Copy contents of systemml/docs/_site to systemml-website-site/docs/1.0.0.

Delete any unnecessary files (Gemfile, Gemfile.lock).

Create systemml-website-site/docs/1.0.0/api/java folder for javadocs. Create systemml-website-site/docs/1.0.0/api/python folder for pythondocs.

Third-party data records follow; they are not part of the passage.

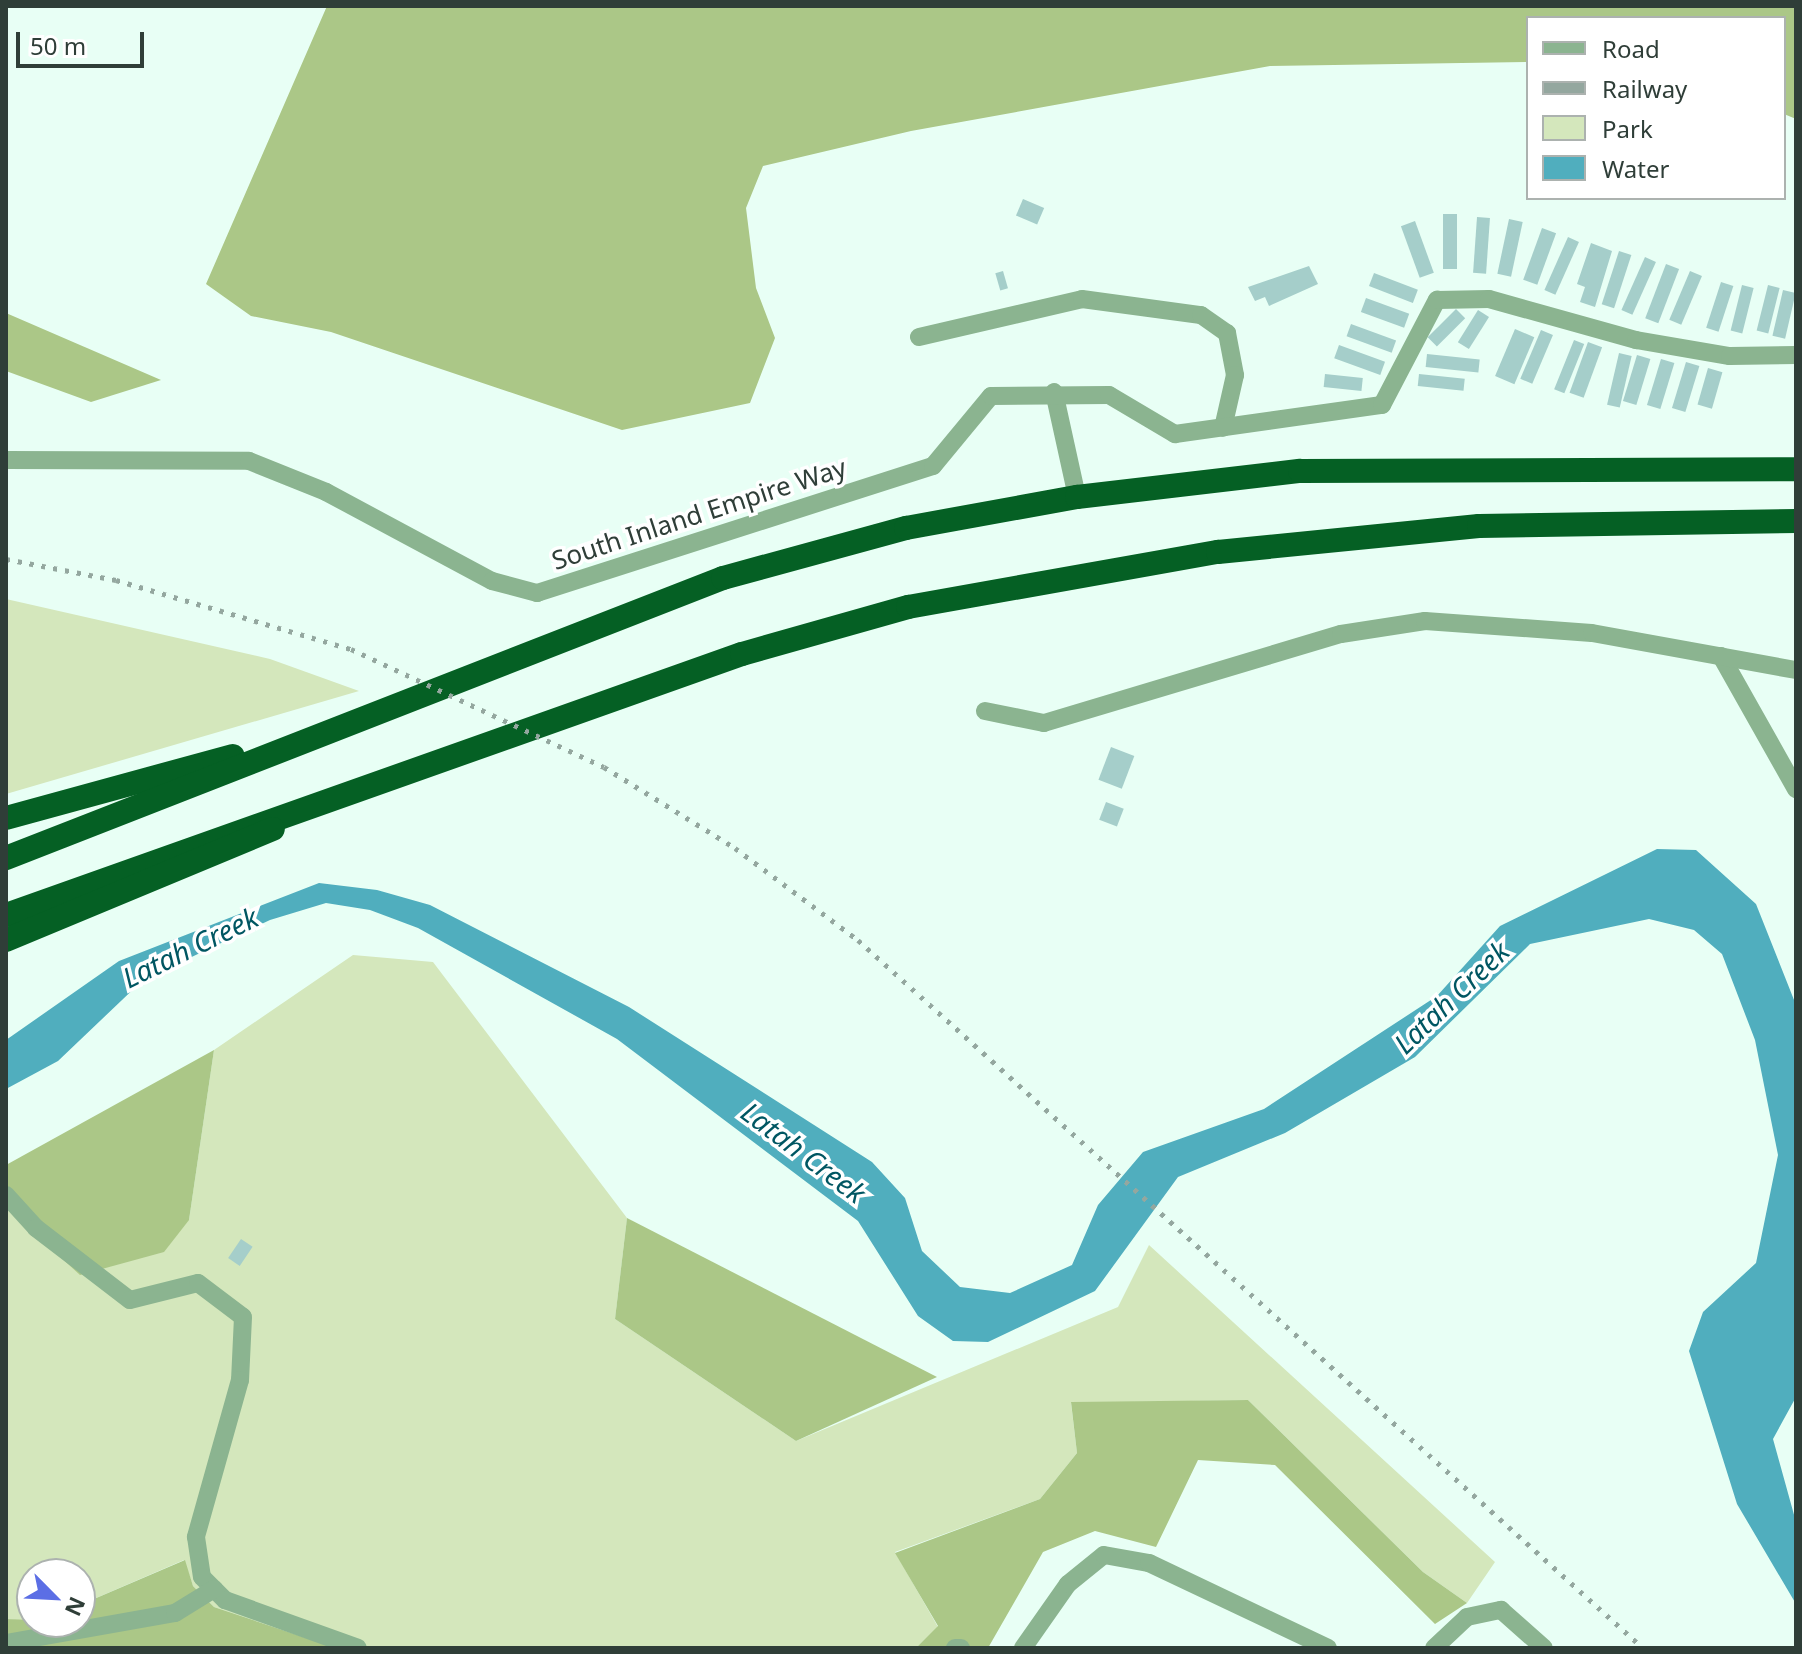 <!DOCTYPE html>
<html>
<head>
<meta charset="utf-8">
<style>
  body { margin:0 }
  #map { position:relative; width:1802px; height:1654px; overflow:hidden; background:#e8fff5; font-family:"Noto Sans",sans-serif }
  div>[style] { position:absolute }
  [style*='--x'] { left:calc(var(--x)*1px); top:calc(var(--y)*1px); width:calc(var(--w)*1px); rotate:calc(var(--a)*1deg) }
  .green>* { inset:0; background:#d4e7bc }
  .forest>* { inset:0; background:#abc787 }
  .water>* { inset:0; background:#50aebe }
  .building>* { inset:0; background:#a5ceca; transform-origin:0 0 }
  .minor>* { height:18px; margin:-9px; padding:0 9px; transform-origin:9px; border-radius:9px; background:#8bb490 }
  .highway>* { height:24px; margin:-12px; padding:0 12px; transform-origin:12px; border-radius:12px; background:#056024 }
  .rail>* { height:5px; margin-top:-2.5px; transform-origin:0; background:repeating-linear-gradient(90deg,#94a79f 0 4px,transparent 0 12px) }
  span { translate:-50% -50%; white-space:nowrap; text-align:center; line-height:1.15; -webkit-text-stroke:7px #fff; paint-order:stroke }
  .street-label { font-size:26px; color:#2f3e38 }
  .water-label { font-size:28px; color:#005662; font-style:italic }
  .frame { position:absolute; inset:0; border:8px solid #2f3e38; pointer-events:none }
  .legend { position:absolute; left:1526px; top:16px; width:260px; height:184px; box-sizing:border-box; background:#fff; border:2px solid #acb2af; margin:0; padding:10px 14px; list-style:none; font-size:24px; color:#2f3e38 }
  .legend li { display:flex; align-items:center; gap:16px; height:40px }
  .legend b { width:40px; border:2px solid #acb2af }
  .north { position:absolute; left:16px; top:1558px; width:80px; height:80px; box-sizing:border-box; background:#fff; border:2px solid #acb2af; border-radius:50%; rotate:114deg; font-size:22px; font-weight:700; line-height:32px; text-align:center; color:#2f3e38 }
  .north::after { content:''; display:block; margin:auto; width:28px; height:36px; background:#5b6ee5; clip-path:polygon(50% 0,100% 100%,50% 72%,0 100%) }
  .scale { position:absolute; left:16px; top:32px; width:128px; height:36px; box-sizing:border-box; border:4px solid #2f3e38; border-top:0; padding-left:10px; font-size:24px; line-height:28px; white-space:nowrap; color:#2f3e38; -webkit-text-stroke:6px #fff; paint-order:stroke }
</style>
</head>
<body>
<div id="map">
  <div class="green">
    <i style="clip-path:polygon(6px 599px,270px 659px,359px 691px,6px 794px)"></i>
    <i style="clip-path:polygon(353px 955px,433px 962px,627px 1218px,615px 1319px,796px 1441px,1118px 1307px,1149px 1245px,1495px 1562px,1467px 1603px,1423px 1572px,1248px 1400px,1071px 1403px,1077px 1453px,1040px 1499px,895px 1552px,938px 1627px,916px 1648px,336px 1648px,214px 1607px,193px 1586px,184px 1560px,80px 1605px,80px 1574px,32px 1574px,32px 1622px,6px 1619px,6px 1207px,189px 1220px,214px 1050px)"></i>
  </div>
  <div class="forest">
    <i style="clip-path:polygon(327px 6px,1796px 6px,1796px 119px,1784px 114px,1784px 18px,1528px 18px,1528px 62px,1270px 66px,911px 131px,763px 166px,746px 208px,756px 288px,775px 338px,750px 403px,622px 430px,331px 332px,251px 316px,206px 284px)"></i>
    <i style="clip-path:polygon(6px 313px,161px 380px,91px 402px,6px 371px)"></i>
    <i style="clip-path:polygon(214px 1050px,189px 1220px,164px 1252px,80px 1275px,6px 1207px,6px 1165px)"></i>
    <i style="clip-path:polygon(627px 1218px,937px 1377px,796px 1441px,615px 1319px)"></i>
    <i style="clip-path:polygon(1248px 1400px,1423px 1572px,1467px 1603px,1435px 1624px,1275px 1465px,1198px 1460px,1156px 1547px,1095px 1531px,1043px 1552px,988px 1648px,916px 1648px,938px 1626px,895px 1553px,1040px 1499px,1077px 1453px,1071px 1402px)"></i>
    <i style="clip-path:polygon(185px 1560px,193px 1586px,214px 1607px,336px 1648px,6px 1648px,6px 1619px,80px 1622px,80px 1605px)"></i>
  </div>
  <div class="water">
    <i style="clip-path:polygon(1657px 849px,1696px 850px,1756px 904px,1796px 1005px,1796px 1397px,1773px 1439px,1796px 1522px,1796px 1604px,1737px 1504px,1689px 1351px,1703px 1312px,1756px 1263px,1778px 1155px,1755px 1040px,1722px 954px,1694px 930px,1649px 919px,1530px 944px,1415px 1057px,1285px 1133px,1178px 1177px,1095px 1291px,988px 1342px,953px 1341px,918px 1316px,858px 1221px,617px 1039px,418px 928px,370px 910px,326px 903px,270px 920px,143px 980px,58px 1061px,6px 1089px,6px 1040px,119px 961px,319px 883px,377px 890px,430px 905px,629px 1007px,872px 1162px,905px 1198px,922px 1251px,960px 1287px,1010px 1293px,1072px 1265px,1098px 1205px,1143px 1152px,1264px 1109px,1437px 996px,1500px 926px)"></i>
  </div>
  <div class="building">
    <i style="left:1023px;top:199px;width:23px;height:18px;rotate:23deg"></i>
    <i style="left:1443px;top:214px;width:14px;height:55px"></i>
    <i style="left:1477px;top:217px;width:13px;height:56px;rotate:4deg"></i>
    <i style="left:1509px;top:219px;width:14px;height:56px;rotate:12deg"></i>
    <i style="left:1415px;top:221px;width:55px;height:15px;rotate:70deg"></i>
    <i style="left:1542px;top:228px;width:15px;height:55px;rotate:20deg"></i>
    <i style="left:1568px;top:237px;width:12px;height:58px;rotate:24deg"></i>
    <i style="clip-path:polygon(1591px 243px,1612px 251px,1595px 307px,1580px 302px,1585px 287px,1577px 284px)"></i>
    <i style="left:1619px;top:251px;width:13px;height:56px;rotate:18deg"></i>
    <i style="left:1645px;top:257px;width:12px;height:58px;rotate:24deg"></i>
    <i style="left:1666px;top:264px;width:14px;height:58px;rotate:21deg"></i>
    <i style="clip-path:polygon(1309px 266px,1318px 284px,1269px 306px,1265px 297px,1255px 301px,1248px 287px)"></i>
    <i style="left:1003px;top:271px;width:18px;height:8px;rotate:74deg"></i>
    <i style="left:1690px;top:271px;width:13px;height:53px;rotate:23deg"></i>
    <i style="left:1374px;top:273px;width:47px;height:14px;rotate:21deg"></i>
    <i style="left:1721px;top:282px;width:13px;height:48px;rotate:18deg"></i>
    <i style="left:1742px;top:285px;width:12px;height:47px;rotate:14deg"></i>
    <i style="left:1768px;top:285px;width:12px;height:47px;rotate:14deg"></i>
    <i style="left:1783px;top:290px;width:13px;height:47px;rotate:13deg"></i>
    <i style="left:1366px;top:298px;width:46px;height:15px;rotate:20deg"></i>
    <i style="left:1456px;top:309px;width:13px;height:40px;rotate:45deg"></i>
    <i style="left:1478px;top:310px;width:13px;height:38px;rotate:32deg"></i>
    <i style="left:1351px;top:324px;width:48px;height:13px;rotate:20deg"></i>
    <i style="left:1515px;top:329px;width:21px;height:51px;rotate:23deg"></i>
    <i style="left:1541px;top:330px;width:13px;height:53px;rotate:23deg"></i>
    <i style="left:1574px;top:340px;width:11px;height:53px;rotate:22deg"></i>
    <i style="left:1588px;top:342px;width:15px;height:54px;rotate:20deg"></i>
    <i style="left:1339px;top:345px;width:49px;height:14px;rotate:20deg"></i>
    <i style="left:1619px;top:353px;width:13px;height:53px;rotate:13deg"></i>
    <i style="left:1427px;top:354px;width:53px;height:13px;rotate:6deg"></i>
    <i style="left:1637px;top:355px;width:14px;height:48px;rotate:17deg"></i>
    <i style="left:1661px;top:359px;width:14px;height:48px;rotate:17deg"></i>
    <i style="left:1686px;top:362px;width:14px;height:48px;rotate:17deg"></i>
    <i style="left:1708px;top:368px;width:15px;height:38px;rotate:16deg"></i>
    <i style="left:1325px;top:374px;width:38px;height:13px;rotate:6deg"></i>
    <i style="left:1419px;top:374px;width:46px;height:12px;rotate:6deg"></i>
    <i style="left:1111px;top:747px;width:25px;height:35px;rotate:21deg"></i>
    <i style="left:1106px;top:802px;width:19px;height:19px;rotate:21deg"></i>
    <i style="left:241px;top:1239px;width:14px;height:23px;rotate:34deg"></i>
  </div>
  <div class="minor">
    <i style="--x:919;--y:337;--w:167;--a:-13.1"></i>
    <i style="--x:1082;--y:299;--w:120;--a:7.7"></i>
    <i style="--x:1201;--y:315;--w:32;--a:35"></i>
    <i style="--x:1227;--y:333;--w:43;--a:79.2"></i>
    <i style="--x:1235;--y:375;--w:54;--a:102.8"></i>
    <i style="--x:1054;--y:392;--w:107;--a:77.6"></i>
    <i style="--x:6;--y:460;--w:243;--a:0.2"></i>
    <i style="--x:249;--y:461;--w:83;--a:21.9"></i>
    <i style="--x:326;--y:492;--w:188;--a:28.2"></i>
    <i style="--x:492;--y:581;--w:47;--a:14.9"></i>
    <i style="--x:537;--y:593;--w:416;--a:-17.8"></i>
    <i style="--x:933;--y:466;--w:91;--a:-50.4"></i>
    <i style="--x:991;--y:396;--w:118;--a:-0.5"></i>
    <i style="--x:1109;--y:395;--w:77;--a:30.6"></i>
    <i style="--x:1175;--y:434;--w:209;--a:-8"></i>
    <i style="--x:1382;--y:405;--w:119;--a:-62.4"></i>
    <i style="--x:1437;--y:300;--w:52;--a:-1.1"></i>
    <i style="--x:1489;--y:299;--w:153;--a:15.6"></i>
    <i style="--x:1636;--y:340;--w:95;--a:9.7"></i>
    <i style="--x:1730;--y:356;--w:66;--a:-0.9"></i>
    <i style="--x:1721;--y:656;--w:153;--a:60.6"></i>
    <i style="--x:985;--y:711;--w:60;--a:11.5"></i>
    <i style="--x:1044;--y:723;--w:310;--a:-16.7"></i>
    <i style="--x:1341;--y:634;--w:85;--a:-8.8"></i>
    <i style="--x:1425;--y:621;--w:167;--a:4.1"></i>
    <i style="--x:1592;--y:633;--w:207;--a:10.3"></i>
    <i style="--x:6;--y:1195;--w:45;--a:47.7"></i>
    <i style="--x:36;--y:1228;--w:118;--a:37.5"></i>
    <i style="--x:130;--y:1300;--w:70;--a:-14"></i>
    <i style="--x:198;--y:1283;--w:56;--a:37.1"></i>
    <i style="--x:243;--y:1317;--w:63;--a:92.7"></i>
    <i style="--x:240;--y:1380;--w:163;--a:105.7"></i>
    <i style="--x:196;--y:1537;--w:40;--a:81.5"></i>
    <i style="--x:202;--y:1577;--w:33;--a:45"></i>
    <i style="--x:225;--y:1600;--w:141;--a:19.8"></i>
    <i style="--x:6;--y:1643;--w:172;--a:-10.1"></i>
    <i style="--x:175;--y:1613;--w:46;--a:-31.6"></i>
    <i style="--x:955;--y:1648;--w:6;--a:0"></i>
    <i style="--x:1023;--y:1648;--w:78;--a:-54.9"></i>
    <i style="--x:1068;--y:1584;--w:46;--a:-38.9"></i>
    <i style="--x:1104;--y:1555;--w:46;--a:10.1"></i>
    <i style="--x:1149;--y:1563;--w:198;--a:25.4"></i>
    <i style="--x:1434;--y:1648;--w:45;--a:-43.2"></i>
    <i style="--x:1467;--y:1617;--w:35;--a:-12"></i>
    <i style="--x:1501;--y:1610;--w:57;--a:41.5"></i>
  </div>
  <div class="highway">
    <i style="--x:6;--y:818;--w:235;--a:-15.3"></i>
    <i style="--x:6;--y:858;--w:770;--a:-21.33"></i>
    <i style="--x:723;--y:578;--w:190;--a:-15.3"></i>
    <i style="--x:906;--y:528;--w:174;--a:-10.3"></i>
    <i style="--x:1077;--y:497;--w:225;--a:-6.7"></i>
    <i style="--x:1300;--y:471;--w:496;--a:-0.2"></i>
    <i style="--x:6;--y:915;--w:781;--a:-19.53"></i>
    <i style="--x:742;--y:654;--w:173;--a:-15.8"></i>
    <i style="--x:908;--y:607;--w:315;--a:-10.1"></i>
    <i style="--x:1218;--y:552;--w:262;--a:-5.7"></i>
    <i style="--x:1479;--y:526;--w:317;--a:-0.9"></i>
    <i style="--x:6;--y:940;--w:289;--a:-22.6"></i>
  </div>
  <div class="rail">
    <i style="--x:6;--y:559;--w:112;--a:10.8"></i>
    <i style="--x:116;--y:580;--w:245;--a:16.4"></i>
    <i style="--x:351;--y:649;--w:279;--a:25"></i>
    <i style="--x:604;--y:767;--w:154;--a:31.7"></i>
    <i style="--x:735;--y:848;--w:154;--a:36.8"></i>
    <i style="--x:858;--y:940;--w:1057;--a:42.05"></i>
  </div>
  <div class="street-label">
    <span style="left:699px;top:514px;rotate:-18deg">South Inland Empire Way</span>
  </div>
  <div class="water-label">
    <span style="left:190px;top:947px;rotate:-26deg">Latah Creek</span>
    <span style="left:1451px;top:997px;rotate:-44deg">Latah Creek</span>
    <span style="left:804px;top:1152px;rotate:37deg">Latah Creek</span>
  </div>
  <div class="frame"></div>
  <ul class="legend">
  <li><b style="height:10px;background:#8bb490"></b>Road</li>
  <li><b style="height:10px;background:#94a79f"></b>Railway</li>
  <li><b style="height:22px;background:#d4e7bc"></b>Park</li>
  <li><b style="height:22px;background:#50aebe"></b>Water</li>
  </ul>
  <div class="north">N</div>
  <div class="scale">50 m</div>
</div>
</body>
</html>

Update systemml/pom.xml project version to what should be displayed in javadocs (such as 1.0.0).

Build project (which generates javadocs).

$ mvn clean package -P distribution

Copy contents of systemml/target/apidocs to systemml-website-site/docs/1.0.0/api/java.

Define environment variables to match version and release number used in updated systemml/pom.xml. Both environment variables are referenced when building pythondocs with Sphinx.

$ export SYSTEMML_VERSION=1.0
$ export SYSTEMML_RELEASE=1.0.0

Generate pythondocs with Sphinx.

$ cd systemml/src/main/pythondoc
$ make html

Copy contents of systemml/target/pydocs/html to systemml-website-site/docs/1.0.0/api/python.

Open up file:///.../systemml-website-site/docs/1.0.0/index.html and verify API DocsJava link works and that the correct Javadoc version is displayed. Verify API DocsPython link works and that the same Pythondoc version is displayed. Verify feedback links under Issues menu are not present.

Clean up any unnecessary files (such as deleting .DS_Store files on OS X).

$ find . -name '.DS_Store' -type f -delete

Commit the versioned project documentation to svn:

$ svn status
$ svn add docs/1.0.0
$ svn commit -m "Add 1.0.0 docs to website"

Update systemml-website/_src/documentation.html to include 1.0.0 link.

Start main website site by running gulp in systemml-website:

$ gulp

Commit and push the update to git project.

$ git add -u
$ git commit -m "Add 1.0.0 link to documentation page"
$ git push
$ git push apache master

Copy contents of systemml-website/_site (generated by gulp) to systemml-website-site. After doing so, we should see that systemml-website-site/documentation.html has been updated.

$ svn status
$ svn diff

Commit the update to documentation.html to publish the website update.

$ svn commit -m "Add 1.0.0 link to documentation page"

The versioned project documentation is now deployed to the main website, and the Documentation Page contains a link to the versioned documentation.